Taq Highlights

Taq DNA polymerase is a thermostable DNA polymerase (DNAP) that catalyzes 5′ → 3′ DNA synthesis. Taq DNA polymerase has 5′ → 3′ exonuclease activity making it suitable for probe digestion and lacks 3′ → 5′ exonuclease activity.

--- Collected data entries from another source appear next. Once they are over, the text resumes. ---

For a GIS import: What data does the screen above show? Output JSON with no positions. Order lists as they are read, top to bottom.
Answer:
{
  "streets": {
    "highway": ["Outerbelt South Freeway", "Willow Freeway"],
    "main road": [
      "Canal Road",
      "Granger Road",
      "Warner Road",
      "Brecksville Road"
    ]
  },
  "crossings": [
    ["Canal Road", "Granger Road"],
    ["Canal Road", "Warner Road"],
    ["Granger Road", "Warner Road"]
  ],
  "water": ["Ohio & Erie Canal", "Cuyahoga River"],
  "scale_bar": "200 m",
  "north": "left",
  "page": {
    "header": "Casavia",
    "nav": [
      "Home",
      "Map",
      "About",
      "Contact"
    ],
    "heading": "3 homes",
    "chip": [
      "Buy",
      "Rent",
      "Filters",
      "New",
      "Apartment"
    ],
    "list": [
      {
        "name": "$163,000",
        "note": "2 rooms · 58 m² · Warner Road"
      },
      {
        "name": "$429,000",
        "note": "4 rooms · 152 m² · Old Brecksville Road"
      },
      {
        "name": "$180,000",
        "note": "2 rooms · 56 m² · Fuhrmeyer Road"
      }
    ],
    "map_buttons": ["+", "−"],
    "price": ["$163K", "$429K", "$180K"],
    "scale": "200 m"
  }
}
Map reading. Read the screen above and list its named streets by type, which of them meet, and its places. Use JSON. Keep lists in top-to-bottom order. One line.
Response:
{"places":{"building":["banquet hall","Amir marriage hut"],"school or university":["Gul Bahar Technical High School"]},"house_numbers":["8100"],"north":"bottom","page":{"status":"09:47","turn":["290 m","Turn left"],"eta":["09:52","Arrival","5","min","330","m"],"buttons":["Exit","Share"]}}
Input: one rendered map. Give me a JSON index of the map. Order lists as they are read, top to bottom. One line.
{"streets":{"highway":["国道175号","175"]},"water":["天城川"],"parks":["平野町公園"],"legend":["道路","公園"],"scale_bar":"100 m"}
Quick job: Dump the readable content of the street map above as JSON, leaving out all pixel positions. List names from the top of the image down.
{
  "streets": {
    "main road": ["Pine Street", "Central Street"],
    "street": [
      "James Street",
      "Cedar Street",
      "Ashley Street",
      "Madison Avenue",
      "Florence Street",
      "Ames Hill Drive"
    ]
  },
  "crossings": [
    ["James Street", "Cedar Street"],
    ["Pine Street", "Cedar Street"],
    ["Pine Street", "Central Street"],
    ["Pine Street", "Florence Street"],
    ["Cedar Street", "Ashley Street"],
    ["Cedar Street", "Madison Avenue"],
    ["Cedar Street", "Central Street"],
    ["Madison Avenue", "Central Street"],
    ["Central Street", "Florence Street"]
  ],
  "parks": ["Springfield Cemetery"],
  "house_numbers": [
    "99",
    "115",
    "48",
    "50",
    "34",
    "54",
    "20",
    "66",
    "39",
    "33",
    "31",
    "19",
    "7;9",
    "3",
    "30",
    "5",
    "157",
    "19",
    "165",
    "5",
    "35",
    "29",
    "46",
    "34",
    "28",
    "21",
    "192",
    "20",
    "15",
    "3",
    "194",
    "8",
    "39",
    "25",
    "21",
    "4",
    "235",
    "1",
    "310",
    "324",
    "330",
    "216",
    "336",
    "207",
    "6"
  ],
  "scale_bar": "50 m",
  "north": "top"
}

  • Strong terminal transferase activity enables A-tailing to support AT ligation chemistries and cloning
  • Reduce material costs with a drop-in solution that delivers equivalent performance at a differentiated price-point
  • Custom formats, including high concentration, support lyophilization applications
  • Highly stringent enzyme manufacturing ensures quality performance across lots


  • 3′ dA-tailing (A-tailing)
  • NGS library preparation
  • PCR amplification (fragments ≤ 5kb)
  • Cloning


Engineered Hot-start Taq DNA Polymerases

Highly active and inhibitor-tolerant polymerases for stringent PCR and qPCR applications


QC Specifications
Description Specification
Protein Purity Assay ≥ 99%
dsDNA Exonuclease Assay* <1% released
ssDNA Exonuclease Assay* <1% released
DNA contamination Assay (E. coli, mammalian, library)** < 10 copies
Phosphatase Contamination Assay* < 1% released
Endonuclease Contamination Assay* Not detectable

*As assessed using 37 U of enzyme input per assay.
**As assessed using 5 U of enzyme input per assay.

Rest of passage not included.